RECORD SET Start Marker

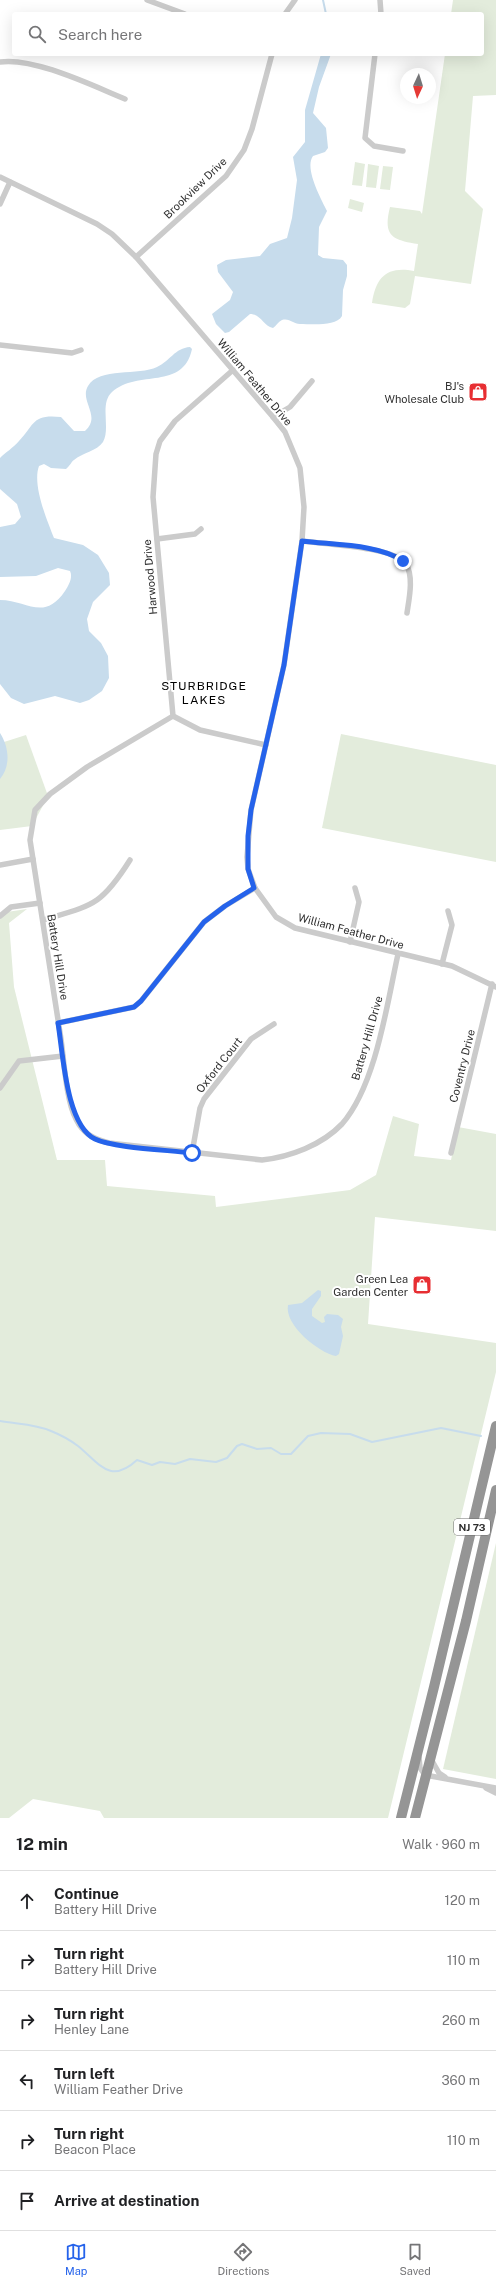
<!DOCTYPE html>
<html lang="en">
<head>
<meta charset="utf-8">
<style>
  :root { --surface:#fff; --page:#f6f6f6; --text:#202124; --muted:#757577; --line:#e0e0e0; --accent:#2563eb }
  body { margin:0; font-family:"Public Sans",sans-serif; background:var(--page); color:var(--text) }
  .compass { position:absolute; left:400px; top:68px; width:36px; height:36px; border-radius:50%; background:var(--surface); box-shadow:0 4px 16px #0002; rotate:184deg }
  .stop { position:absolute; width:12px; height:12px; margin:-9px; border:3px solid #2563eb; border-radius:50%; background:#fff }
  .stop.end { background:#2563eb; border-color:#fff; box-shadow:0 1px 4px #0008 }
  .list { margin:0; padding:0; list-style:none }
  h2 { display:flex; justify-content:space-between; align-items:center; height:52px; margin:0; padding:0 16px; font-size:17px }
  h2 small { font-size:13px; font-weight:400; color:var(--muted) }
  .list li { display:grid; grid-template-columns:26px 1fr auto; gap:12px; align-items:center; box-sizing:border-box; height:60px; padding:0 16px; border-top:1px solid var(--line) }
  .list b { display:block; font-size:15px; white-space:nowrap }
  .list p { margin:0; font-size:13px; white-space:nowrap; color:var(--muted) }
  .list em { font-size:13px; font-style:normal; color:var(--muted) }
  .icon { flex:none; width:22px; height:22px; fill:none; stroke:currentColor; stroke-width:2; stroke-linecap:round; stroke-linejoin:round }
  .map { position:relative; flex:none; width:496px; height:1818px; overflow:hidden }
  .search { position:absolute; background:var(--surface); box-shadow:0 4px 16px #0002; left:12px; right:12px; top:12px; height:44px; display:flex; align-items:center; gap:10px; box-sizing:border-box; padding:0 14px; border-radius:4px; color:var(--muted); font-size:15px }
  .sheet { height:412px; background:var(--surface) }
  nav { display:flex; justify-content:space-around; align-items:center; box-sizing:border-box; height:56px; border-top:1px solid var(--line); background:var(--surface); font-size:11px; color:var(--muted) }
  nav a { display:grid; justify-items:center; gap:2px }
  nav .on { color:var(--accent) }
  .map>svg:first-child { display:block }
  .green { fill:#e3ecdc }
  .water { fill:#c7dcec }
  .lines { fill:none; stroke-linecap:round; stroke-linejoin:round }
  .stream { stroke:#c7dcec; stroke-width:2 }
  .street { stroke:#cbcbcb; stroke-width:5.5 }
  .highway { stroke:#959595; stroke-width:10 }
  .route { stroke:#2563eb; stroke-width:5 }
  .labels { text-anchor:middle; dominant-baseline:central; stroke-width:4; stroke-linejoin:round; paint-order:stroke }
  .shield { fill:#fff; stroke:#6d6d6d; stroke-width:1 }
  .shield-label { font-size:10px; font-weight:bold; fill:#2e2e2e }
  .street-label { font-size:11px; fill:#2e2e2e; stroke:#fff }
  .poi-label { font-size:11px; fill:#2e2e2e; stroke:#fff; text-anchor:end }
  .neighbourhood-label { font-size:12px; letter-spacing:1px; fill:#000; stroke:#fff }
</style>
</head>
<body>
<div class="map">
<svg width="496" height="1818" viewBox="0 0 496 1818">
  <rect width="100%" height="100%" fill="#fff"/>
  <g class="green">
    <path d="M 453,0 L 496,0 L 496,95 L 473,96 L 465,191 L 483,209 L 471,284 L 415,276 L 410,304 L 405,308 L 372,303 C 376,277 387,266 414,271 L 418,244 C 391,240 383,235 390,207 L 420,211 L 422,214 L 445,54 L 482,54 L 482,14 L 451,14 Z"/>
    <path d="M 355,162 L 365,164 L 362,186 L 352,185 Z"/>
    <path d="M 368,164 L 379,166 L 376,188 L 366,187 Z"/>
    <path d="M 383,166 L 393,167 L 390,190 L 380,189 Z"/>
    <path d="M 350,199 L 364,203 L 362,212 L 348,208 Z"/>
    <path d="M 341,734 L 496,765 L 496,862 L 322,828 Z"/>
    <path d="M 26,735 L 48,796 L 32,826 L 0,830 L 0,769 L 4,742 Z"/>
    <path d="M 27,909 L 9,923 L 14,987 L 57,1160 L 105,1160 L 107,1186 L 215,1196 L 216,1207 L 350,1190 L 376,1175 L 393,1116 L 419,1124 L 414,1156 L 451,1160 L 458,1127 L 496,1134 L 496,1231 L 375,1217 L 368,1324 L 496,1343 L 496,1372 L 388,1818 L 104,1818 L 100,1811 L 33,1799 L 9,1818 L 0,1818 L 0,913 Z"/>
    <path d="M 496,1543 L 496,1779 L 443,1769 Z"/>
  </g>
  <g class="water">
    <path d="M 321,54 L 331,54 L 319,87 L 313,113 L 326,128 L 328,148 L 325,152 L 313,156 C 304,168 321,199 327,211 L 319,227 L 318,255 L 323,258 L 343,260 L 347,265 L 347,276 L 343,290 L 342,316 C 336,327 310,324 300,324 C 293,324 290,318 282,320 C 278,322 276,326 273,328 C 263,326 261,314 250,314 L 229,332 L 225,333 L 216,324 L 212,314 L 230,300 L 233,292 L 218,272 L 217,265 L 226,260 L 260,256 L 270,244 L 287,238 L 292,218 L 297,180 L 293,157 L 305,142 L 305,110 Z"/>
    <path d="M 190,347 L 192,349 C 183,391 138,369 112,392 C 99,404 111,428 103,442 C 97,451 82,453 74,460 C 71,462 70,466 66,469 L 51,468 L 44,464 L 39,466 C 32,485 47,520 54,538 L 83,545 L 98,555 L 109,573 L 110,585 L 93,602 L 87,619 L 89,631 L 101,643 L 108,656 L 109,678 L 102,691 L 89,700 L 80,703 L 55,696 L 24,704 L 11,698 L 0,684 L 0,600 C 27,600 44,622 65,591 C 69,585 73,577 70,571 L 58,568 L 36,576 L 0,577 L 0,527 L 15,524 L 21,517 L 17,504 L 0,489 L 0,458 C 6,452 13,448 19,441 C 35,424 32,414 61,417 L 74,431 L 85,431 C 102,416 79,401 88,386 C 99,367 139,376 157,367 C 170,361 175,348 190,347 Z"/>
    <path d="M 0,733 C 9,747 11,766 0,779 Z"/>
    <path d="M 318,1290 L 321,1291 L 321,1296 L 312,1309 L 312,1316 L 322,1323 L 325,1322 L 324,1317 L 327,1314 L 338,1315 L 343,1319 L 341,1327 L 343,1336 L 339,1354 L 336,1356 C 319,1353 284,1325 288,1305 L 302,1303 Z"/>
  </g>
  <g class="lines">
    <g class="stream">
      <path d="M 323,0 L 326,14"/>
      <path d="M 0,1421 C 17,1424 36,1424 51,1431 C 61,1435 70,1440 78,1446 C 99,1463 110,1485 137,1460 L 152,1465 L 160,1462 L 175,1464 L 190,1459 L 216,1462 L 227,1458 L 237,1446 L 242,1444 L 257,1449 L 271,1448 L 281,1454 L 291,1454 L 308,1436 L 321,1433 L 350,1434 L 372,1442 L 441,1428 L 481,1436"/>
    </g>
    <g class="street">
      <path d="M 147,0 L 185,14"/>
      <path d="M 380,0 L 381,14"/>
      <path d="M 285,14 L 295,0"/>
      <path d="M 375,54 L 365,138 L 374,146 L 403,151"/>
      <path d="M 0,62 C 34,57 93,86 125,99"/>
      <path d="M 0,177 L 97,224 L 112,234 L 136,257 L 273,417 L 285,432 L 300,468 L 304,507 L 302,541 L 284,665 L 251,810 L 247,857 L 248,869 L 255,888 L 276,917 L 295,928 L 452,966 L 496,987"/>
      <path d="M 0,204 L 10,182"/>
      <path d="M 136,257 L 226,176 L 244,150 L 252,129 L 272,54"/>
      <path d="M 0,345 L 72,353 L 81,350"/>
      <path d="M 233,370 L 175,421 L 160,441 L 156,454 L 153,497 L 173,716 L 200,730 L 266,745"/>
      <path d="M 273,417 L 290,407 L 312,381"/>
      <path d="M 157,539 L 195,534 L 201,529"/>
      <path d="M 302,541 C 323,544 396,547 406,564 C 414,577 409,599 407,613"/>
      <path d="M 173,716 L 87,767 L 50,794 L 35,810 L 30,840 C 40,906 51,972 61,1039 C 64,1060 66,1101 76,1119 C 83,1134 94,1139 109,1143 L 262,1160 C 290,1157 322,1145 342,1124 C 376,1085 387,1004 398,954"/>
      <path d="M 0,865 L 33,859"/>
      <path d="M 0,916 L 11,907 L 40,903"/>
      <path d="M 43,920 C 93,905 101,906 130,860"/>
      <path d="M 350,942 L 359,902 L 355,888"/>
      <path d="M 442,964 L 452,925 L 448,911"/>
      <path d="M 58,1023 L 134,1007 L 141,1001 L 204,922 L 225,906 L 255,888"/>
      <path d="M 0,1088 L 19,1061 L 63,1056"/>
      <path d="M 192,1153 L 200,1108 L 204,1099 L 251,1039 L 274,1024"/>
      <path d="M 451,1153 L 492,984"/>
      <path d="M 419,1757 L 420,1768 L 425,1775 L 496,1788"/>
      <path d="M 431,1759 L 439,1773 L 445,1777"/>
      <path d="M 486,1788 L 496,1793"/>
    </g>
    <g class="highway">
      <path d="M 401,1818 L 434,1687 L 496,1426"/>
      <path d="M 415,1818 L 466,1621 L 496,1490"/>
    </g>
  </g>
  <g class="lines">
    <path class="route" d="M 192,1153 C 169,1150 113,1148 95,1139 C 66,1125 63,1053 58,1023 L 134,1007 L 141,1001 L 204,922 L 225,906 L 254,888 L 248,869 L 248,836 L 251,810 L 284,665 L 302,541 C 332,545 379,544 403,561"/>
  </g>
  <defs>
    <symbol id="shop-square" viewBox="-11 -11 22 22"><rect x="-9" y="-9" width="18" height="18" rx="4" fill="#e72e32" stroke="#fff"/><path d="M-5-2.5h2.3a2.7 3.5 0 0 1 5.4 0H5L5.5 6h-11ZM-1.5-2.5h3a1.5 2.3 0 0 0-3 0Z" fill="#fff"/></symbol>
  </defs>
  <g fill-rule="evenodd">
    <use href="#shop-square" x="467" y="381" width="22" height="22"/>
    <use href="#shop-square" x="411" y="1274" width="22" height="22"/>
  </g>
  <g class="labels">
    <rect class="shield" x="454" y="1519" width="36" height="16" rx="3"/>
    <g class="shield-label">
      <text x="472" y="1527">NJ 73</text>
    </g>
    <g class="street-label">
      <text transform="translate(195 188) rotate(-44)">Brookview Drive</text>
      <text transform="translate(255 382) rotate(50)">William Feather Drive</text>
      <text transform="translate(150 577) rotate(-95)">Harwood Drive</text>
      <text transform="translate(351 931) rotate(15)">William Feather Drive</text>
      <text transform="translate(58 957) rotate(81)">Battery Hill Drive</text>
      <text transform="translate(367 1038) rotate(-74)">Battery Hill Drive</text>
      <text transform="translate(219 1065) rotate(-52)">Oxford Court</text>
      <text transform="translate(462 1066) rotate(-76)">Coventry Drive</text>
    </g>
    <g class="poi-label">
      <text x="464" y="386">BJ's<tspan x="464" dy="13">Wholesale Club</tspan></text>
      <text x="408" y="1279">Green Lea<tspan x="408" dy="13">Garden Center</tspan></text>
    </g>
    <g class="neighbourhood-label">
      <text x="204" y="686">STURBRIDGE<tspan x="204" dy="14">LAKES</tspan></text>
    </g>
  </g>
</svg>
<svg class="compass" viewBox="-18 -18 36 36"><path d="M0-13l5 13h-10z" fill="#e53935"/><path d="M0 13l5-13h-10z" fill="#757577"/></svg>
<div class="stop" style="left:192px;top:1153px"></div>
<div class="stop end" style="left:403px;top:561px"></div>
<div class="search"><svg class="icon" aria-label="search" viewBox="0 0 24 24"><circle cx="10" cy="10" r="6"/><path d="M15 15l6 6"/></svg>Search here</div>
</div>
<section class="sheet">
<h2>12 min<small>Walk · 960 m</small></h2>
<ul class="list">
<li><svg class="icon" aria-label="ahead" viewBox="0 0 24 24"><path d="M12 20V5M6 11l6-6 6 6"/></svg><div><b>Continue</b><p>Battery Hill Drive</p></div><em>120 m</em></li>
<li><svg class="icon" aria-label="right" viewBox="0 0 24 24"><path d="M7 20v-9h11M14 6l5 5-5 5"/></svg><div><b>Turn right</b><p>Battery Hill Drive</p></div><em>110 m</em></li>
<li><svg class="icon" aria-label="right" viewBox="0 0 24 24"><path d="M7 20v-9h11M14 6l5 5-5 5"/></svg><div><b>Turn right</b><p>Henley Lane</p></div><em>260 m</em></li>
<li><svg class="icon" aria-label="left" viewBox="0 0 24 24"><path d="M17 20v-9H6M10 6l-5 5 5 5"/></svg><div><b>Turn left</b><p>William Feather Drive</p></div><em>360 m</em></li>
<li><svg class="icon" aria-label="right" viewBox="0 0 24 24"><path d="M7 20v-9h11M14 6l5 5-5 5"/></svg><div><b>Turn right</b><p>Beacon Place</p></div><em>110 m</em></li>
<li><svg class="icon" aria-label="arrive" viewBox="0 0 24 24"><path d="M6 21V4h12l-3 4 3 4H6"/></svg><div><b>Arrive at destination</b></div></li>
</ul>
</section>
<nav>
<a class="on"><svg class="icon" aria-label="map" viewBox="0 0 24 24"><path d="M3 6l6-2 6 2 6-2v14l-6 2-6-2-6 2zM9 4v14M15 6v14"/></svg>Map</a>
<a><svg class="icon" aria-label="directions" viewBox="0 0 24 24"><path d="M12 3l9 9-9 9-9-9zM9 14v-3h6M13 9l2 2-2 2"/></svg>Directions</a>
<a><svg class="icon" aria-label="saved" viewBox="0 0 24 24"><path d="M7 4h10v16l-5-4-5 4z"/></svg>Saved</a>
</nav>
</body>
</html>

RECORD SET End Marker

# WHAT YOU HAVE TO DO
Report each line in the preceding entries that holds the string "white".

# RESPONSE BOX
  .list b { display:block; font-size:15px; white-space:nowrap }
  .list p { margin:0; font-size:13px; white-space:nowrap; color:var(--muted) }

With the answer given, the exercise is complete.